## Entries taken from a collection

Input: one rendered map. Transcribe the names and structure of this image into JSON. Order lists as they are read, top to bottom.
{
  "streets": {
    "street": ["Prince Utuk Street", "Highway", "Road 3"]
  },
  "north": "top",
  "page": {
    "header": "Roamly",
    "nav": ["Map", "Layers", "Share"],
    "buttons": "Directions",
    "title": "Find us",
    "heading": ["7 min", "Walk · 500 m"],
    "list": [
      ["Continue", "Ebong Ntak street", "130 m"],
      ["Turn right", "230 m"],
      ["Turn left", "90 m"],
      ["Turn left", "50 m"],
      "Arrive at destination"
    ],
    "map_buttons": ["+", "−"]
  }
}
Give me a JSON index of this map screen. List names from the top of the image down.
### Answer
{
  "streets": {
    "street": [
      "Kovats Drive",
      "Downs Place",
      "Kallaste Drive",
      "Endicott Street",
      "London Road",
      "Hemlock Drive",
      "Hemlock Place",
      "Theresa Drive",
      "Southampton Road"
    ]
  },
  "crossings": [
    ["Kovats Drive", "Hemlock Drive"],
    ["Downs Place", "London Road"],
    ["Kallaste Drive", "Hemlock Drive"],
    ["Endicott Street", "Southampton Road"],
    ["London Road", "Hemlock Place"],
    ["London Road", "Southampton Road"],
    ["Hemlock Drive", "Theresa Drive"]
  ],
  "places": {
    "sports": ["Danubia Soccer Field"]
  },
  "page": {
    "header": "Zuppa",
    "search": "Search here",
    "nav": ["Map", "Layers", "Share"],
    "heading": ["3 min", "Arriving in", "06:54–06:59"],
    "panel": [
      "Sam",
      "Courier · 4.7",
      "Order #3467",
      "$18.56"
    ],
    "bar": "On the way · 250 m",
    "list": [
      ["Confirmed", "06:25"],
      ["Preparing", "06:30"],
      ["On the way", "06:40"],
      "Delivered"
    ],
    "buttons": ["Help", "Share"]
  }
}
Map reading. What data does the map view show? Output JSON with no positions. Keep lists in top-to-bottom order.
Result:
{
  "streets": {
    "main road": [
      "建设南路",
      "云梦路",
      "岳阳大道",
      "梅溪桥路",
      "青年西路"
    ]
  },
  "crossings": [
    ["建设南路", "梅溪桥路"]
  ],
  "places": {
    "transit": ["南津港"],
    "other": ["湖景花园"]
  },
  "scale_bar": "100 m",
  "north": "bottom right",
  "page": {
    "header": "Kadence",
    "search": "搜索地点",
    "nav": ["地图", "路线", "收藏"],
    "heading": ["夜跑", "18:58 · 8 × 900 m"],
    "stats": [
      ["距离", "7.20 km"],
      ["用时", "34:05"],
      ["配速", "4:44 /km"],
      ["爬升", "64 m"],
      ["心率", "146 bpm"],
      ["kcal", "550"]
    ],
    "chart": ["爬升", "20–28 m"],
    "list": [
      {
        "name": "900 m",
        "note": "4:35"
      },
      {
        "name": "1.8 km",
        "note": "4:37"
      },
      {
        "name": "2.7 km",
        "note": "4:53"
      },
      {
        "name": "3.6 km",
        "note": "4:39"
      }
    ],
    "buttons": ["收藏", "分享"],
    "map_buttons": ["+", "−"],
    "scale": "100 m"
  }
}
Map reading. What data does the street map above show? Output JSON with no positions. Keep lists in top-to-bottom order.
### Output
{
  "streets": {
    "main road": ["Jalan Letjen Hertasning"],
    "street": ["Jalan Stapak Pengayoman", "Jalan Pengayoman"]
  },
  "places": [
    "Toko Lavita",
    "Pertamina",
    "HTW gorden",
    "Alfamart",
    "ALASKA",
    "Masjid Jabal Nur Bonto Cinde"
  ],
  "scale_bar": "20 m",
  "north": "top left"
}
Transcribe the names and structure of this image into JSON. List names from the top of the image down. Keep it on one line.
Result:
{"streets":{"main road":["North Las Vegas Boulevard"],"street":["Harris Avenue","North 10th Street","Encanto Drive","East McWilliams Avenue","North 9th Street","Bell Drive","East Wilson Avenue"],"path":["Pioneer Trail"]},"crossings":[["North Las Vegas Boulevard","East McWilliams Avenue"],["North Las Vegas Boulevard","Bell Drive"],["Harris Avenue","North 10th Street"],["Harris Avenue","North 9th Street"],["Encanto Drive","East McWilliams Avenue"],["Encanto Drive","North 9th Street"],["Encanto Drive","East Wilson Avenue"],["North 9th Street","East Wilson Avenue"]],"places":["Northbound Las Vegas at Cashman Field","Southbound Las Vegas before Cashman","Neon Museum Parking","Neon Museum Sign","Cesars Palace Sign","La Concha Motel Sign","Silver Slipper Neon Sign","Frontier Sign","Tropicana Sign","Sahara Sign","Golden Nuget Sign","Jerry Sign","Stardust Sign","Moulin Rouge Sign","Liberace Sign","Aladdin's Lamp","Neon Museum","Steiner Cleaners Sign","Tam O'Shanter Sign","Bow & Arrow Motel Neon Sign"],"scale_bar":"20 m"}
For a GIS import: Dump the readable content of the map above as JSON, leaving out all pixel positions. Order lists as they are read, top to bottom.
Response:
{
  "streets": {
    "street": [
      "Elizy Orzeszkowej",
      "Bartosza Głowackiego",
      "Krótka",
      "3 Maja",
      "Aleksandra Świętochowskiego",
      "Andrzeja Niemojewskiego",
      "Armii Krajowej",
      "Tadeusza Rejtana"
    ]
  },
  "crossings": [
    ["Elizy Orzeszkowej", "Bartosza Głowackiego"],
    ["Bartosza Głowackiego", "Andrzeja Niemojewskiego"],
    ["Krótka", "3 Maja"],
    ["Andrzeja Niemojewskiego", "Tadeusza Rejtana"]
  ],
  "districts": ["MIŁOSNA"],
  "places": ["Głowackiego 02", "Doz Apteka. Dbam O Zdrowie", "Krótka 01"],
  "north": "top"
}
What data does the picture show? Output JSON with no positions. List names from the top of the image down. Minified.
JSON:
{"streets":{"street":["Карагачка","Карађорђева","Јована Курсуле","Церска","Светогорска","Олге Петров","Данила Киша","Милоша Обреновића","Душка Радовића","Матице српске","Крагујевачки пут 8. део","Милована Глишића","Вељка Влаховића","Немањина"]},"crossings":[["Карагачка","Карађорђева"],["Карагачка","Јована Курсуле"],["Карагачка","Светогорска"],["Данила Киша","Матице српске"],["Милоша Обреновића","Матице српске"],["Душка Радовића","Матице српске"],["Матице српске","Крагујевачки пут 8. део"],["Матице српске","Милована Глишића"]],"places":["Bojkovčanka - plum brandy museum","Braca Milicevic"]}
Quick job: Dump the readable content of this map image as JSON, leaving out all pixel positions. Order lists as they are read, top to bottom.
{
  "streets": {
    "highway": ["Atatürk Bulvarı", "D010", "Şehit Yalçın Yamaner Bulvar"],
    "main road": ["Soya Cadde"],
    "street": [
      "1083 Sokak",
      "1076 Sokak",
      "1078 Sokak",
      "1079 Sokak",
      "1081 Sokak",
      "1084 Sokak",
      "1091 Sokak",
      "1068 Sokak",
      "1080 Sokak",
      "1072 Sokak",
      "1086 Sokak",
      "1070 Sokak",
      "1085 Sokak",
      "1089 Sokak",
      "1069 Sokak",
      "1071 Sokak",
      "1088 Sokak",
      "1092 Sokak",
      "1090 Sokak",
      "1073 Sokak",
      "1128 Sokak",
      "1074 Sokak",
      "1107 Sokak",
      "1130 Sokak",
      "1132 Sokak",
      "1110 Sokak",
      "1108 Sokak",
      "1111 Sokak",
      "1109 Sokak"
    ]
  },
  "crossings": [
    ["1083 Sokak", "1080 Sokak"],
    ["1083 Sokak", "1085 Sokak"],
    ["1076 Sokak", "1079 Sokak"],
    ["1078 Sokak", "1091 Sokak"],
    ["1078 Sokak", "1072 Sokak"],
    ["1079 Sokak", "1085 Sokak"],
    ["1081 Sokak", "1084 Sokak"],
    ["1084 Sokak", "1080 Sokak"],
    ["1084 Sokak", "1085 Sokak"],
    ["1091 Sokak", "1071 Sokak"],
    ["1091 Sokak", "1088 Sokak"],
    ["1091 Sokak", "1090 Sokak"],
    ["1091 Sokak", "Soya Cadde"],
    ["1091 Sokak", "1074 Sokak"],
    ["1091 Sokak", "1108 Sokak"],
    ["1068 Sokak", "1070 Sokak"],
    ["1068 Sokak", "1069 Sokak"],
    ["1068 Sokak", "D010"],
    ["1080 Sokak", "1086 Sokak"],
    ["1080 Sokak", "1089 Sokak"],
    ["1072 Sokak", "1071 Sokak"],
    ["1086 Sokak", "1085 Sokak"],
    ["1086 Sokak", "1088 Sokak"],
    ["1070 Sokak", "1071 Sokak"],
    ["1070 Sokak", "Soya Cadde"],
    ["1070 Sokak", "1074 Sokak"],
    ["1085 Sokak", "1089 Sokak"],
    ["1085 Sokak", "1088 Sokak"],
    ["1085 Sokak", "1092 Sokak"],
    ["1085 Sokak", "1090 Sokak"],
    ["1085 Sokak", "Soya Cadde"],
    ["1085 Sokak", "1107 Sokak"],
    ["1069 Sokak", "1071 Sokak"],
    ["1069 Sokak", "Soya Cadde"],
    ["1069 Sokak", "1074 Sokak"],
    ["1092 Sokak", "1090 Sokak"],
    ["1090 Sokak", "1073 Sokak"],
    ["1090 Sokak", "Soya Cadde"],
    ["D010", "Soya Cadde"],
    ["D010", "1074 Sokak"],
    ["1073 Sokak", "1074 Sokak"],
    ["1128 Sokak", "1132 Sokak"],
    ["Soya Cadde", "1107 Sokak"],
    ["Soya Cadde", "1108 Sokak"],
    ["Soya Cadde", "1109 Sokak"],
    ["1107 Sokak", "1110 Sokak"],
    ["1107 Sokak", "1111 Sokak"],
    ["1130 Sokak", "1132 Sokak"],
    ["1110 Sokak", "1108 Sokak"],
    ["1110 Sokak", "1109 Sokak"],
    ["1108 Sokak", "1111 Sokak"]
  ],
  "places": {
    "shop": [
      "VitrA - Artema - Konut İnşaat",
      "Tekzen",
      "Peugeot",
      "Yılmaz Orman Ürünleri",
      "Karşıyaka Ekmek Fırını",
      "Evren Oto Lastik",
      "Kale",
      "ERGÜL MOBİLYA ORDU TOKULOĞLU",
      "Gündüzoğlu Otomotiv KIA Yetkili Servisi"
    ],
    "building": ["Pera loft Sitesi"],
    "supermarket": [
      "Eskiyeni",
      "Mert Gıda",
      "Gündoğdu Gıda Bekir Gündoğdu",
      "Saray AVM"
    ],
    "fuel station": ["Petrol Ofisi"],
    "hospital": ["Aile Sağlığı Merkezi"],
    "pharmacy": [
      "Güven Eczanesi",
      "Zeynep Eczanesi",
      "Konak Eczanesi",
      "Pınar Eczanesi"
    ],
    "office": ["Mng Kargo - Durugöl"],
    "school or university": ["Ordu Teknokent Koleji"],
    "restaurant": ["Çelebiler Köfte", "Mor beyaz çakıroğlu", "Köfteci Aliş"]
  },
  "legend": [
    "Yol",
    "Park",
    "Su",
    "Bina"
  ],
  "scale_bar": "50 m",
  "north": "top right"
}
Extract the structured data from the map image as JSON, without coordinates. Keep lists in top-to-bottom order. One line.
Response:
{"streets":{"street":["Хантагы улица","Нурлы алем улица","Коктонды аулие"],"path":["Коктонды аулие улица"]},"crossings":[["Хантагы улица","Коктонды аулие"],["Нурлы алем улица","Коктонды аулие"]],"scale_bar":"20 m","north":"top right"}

## The task
The answer should be a single number: how many lines in the entries contain "Niemojewskiego".

## Solution for this problem
3